Record extracts:
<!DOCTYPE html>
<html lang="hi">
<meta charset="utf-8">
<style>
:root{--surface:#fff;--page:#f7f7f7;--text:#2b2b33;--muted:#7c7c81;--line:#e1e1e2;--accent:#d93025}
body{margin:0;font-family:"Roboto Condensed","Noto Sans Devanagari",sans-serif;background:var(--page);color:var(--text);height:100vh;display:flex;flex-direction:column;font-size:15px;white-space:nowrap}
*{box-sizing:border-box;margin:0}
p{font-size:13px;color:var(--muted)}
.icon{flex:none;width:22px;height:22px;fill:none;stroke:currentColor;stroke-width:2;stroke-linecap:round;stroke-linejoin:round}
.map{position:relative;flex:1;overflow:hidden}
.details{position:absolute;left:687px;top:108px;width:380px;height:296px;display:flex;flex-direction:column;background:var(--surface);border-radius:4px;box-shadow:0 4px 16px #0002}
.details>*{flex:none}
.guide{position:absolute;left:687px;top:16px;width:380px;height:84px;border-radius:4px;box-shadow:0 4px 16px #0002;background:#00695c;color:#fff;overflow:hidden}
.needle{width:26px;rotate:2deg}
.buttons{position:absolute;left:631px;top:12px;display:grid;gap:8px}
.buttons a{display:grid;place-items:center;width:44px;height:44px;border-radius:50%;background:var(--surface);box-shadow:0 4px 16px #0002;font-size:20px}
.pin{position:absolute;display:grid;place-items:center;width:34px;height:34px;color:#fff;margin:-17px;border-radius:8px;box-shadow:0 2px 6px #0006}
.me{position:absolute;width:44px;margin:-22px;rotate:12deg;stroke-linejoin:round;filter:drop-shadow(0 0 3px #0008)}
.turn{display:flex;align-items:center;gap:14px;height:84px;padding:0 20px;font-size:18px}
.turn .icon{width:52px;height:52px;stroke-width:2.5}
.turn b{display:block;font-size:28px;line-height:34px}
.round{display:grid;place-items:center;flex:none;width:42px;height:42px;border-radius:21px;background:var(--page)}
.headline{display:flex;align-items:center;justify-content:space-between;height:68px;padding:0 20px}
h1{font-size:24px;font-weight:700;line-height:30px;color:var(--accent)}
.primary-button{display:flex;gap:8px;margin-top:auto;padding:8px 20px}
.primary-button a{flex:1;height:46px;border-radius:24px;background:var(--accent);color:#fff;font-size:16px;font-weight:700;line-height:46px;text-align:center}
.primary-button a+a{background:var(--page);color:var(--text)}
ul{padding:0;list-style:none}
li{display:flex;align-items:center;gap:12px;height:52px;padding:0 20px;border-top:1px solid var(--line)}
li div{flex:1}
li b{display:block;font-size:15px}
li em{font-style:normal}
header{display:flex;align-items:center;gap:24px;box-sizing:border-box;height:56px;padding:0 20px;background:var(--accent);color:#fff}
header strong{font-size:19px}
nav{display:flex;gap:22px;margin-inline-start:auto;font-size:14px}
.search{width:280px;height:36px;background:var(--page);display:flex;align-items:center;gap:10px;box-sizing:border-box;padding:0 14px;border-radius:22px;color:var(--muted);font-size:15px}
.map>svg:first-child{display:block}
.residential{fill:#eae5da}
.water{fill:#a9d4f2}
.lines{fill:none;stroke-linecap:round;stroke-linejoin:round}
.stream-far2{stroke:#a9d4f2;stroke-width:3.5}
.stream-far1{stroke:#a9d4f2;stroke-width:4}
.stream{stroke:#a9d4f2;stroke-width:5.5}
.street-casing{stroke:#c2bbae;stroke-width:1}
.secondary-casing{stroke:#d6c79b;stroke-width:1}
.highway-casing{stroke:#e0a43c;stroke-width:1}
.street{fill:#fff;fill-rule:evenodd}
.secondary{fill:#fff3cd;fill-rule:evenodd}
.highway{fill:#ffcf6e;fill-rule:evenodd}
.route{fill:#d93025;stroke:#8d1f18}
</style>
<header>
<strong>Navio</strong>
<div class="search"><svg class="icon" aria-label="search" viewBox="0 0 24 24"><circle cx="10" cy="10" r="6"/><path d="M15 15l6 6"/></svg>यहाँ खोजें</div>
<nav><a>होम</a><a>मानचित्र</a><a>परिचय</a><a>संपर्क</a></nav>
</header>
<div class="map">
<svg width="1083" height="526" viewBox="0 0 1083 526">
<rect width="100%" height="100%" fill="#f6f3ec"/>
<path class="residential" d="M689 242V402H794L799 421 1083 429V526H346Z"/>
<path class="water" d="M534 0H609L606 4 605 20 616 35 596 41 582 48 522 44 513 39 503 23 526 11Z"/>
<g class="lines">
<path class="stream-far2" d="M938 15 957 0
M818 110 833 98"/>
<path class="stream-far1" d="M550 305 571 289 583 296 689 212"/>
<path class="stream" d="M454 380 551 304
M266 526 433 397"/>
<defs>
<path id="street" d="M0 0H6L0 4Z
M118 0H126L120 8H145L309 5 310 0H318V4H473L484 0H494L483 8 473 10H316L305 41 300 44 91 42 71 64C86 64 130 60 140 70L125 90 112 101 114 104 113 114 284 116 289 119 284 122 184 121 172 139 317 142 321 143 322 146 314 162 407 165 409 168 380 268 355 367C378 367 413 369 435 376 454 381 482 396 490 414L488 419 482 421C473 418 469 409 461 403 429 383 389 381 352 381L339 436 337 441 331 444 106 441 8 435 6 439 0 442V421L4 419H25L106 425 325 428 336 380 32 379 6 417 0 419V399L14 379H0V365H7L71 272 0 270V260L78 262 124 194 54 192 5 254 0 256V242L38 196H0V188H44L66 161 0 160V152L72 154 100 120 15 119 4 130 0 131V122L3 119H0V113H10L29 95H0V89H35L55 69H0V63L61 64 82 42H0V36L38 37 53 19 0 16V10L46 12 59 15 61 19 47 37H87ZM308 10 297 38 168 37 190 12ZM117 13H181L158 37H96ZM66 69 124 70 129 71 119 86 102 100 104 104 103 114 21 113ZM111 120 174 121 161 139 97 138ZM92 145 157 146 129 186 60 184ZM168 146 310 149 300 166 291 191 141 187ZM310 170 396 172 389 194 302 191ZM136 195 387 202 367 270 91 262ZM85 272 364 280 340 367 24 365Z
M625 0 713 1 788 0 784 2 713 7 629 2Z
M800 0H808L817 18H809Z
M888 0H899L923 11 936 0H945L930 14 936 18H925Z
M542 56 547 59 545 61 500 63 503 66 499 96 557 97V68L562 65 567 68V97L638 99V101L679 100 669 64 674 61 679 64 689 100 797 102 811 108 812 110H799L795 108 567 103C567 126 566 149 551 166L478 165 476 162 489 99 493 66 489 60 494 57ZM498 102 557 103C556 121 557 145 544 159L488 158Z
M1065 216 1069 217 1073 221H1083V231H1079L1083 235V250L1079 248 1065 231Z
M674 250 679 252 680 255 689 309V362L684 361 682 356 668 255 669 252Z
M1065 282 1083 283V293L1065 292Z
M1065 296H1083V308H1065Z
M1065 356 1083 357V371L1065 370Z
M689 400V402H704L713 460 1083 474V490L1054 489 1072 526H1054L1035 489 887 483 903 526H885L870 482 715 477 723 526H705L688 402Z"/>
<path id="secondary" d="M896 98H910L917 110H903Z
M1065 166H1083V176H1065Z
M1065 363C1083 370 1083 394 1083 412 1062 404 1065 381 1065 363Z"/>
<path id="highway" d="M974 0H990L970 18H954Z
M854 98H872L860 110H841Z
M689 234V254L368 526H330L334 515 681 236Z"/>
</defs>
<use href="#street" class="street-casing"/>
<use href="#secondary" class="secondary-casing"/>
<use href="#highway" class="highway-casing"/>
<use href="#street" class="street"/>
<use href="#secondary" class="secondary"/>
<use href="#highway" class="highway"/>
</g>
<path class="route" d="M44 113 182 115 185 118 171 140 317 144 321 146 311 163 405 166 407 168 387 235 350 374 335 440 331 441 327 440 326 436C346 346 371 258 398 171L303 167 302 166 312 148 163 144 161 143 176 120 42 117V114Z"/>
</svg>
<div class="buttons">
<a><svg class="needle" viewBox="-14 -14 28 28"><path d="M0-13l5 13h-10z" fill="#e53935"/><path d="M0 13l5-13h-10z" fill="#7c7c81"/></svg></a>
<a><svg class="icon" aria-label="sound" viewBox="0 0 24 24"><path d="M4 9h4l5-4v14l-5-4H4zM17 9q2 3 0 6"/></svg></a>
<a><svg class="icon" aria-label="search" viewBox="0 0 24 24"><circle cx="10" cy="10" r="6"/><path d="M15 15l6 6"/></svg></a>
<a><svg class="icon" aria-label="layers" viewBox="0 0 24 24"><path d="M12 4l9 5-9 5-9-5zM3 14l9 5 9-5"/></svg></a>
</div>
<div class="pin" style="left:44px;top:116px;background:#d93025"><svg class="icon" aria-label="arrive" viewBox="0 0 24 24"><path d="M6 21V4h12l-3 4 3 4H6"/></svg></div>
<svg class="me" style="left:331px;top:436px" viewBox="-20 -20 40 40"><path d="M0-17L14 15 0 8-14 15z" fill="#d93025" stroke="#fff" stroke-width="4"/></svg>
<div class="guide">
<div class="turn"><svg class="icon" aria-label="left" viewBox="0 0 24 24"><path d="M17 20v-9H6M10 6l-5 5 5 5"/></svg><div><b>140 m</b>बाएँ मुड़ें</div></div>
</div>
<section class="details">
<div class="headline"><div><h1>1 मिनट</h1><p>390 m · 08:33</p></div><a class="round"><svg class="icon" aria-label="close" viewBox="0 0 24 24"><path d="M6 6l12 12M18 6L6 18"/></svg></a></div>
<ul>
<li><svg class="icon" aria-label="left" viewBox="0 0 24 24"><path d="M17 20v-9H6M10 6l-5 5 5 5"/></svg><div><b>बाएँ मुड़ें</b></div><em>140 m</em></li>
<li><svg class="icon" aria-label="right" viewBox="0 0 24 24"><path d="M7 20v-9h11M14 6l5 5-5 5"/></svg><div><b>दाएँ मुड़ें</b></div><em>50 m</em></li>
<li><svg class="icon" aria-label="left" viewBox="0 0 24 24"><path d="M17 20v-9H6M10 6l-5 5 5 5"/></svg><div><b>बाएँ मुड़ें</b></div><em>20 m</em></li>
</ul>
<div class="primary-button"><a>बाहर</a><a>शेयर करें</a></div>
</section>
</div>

Assignment:
Check each line of the records above for the string "casing", and report every line that has it.

Final answer:
.street-casing{stroke:#c2bbae;stroke-width:1}
.secondary-casing{stroke:#d6c79b;stroke-width:1}
.highway-casing{stroke:#e0a43c;stroke-width:1}
<use href="#street" class="street-casing"/>
<use href="#secondary" class="secondary-casing"/>
<use href="#highway" class="highway-casing"/>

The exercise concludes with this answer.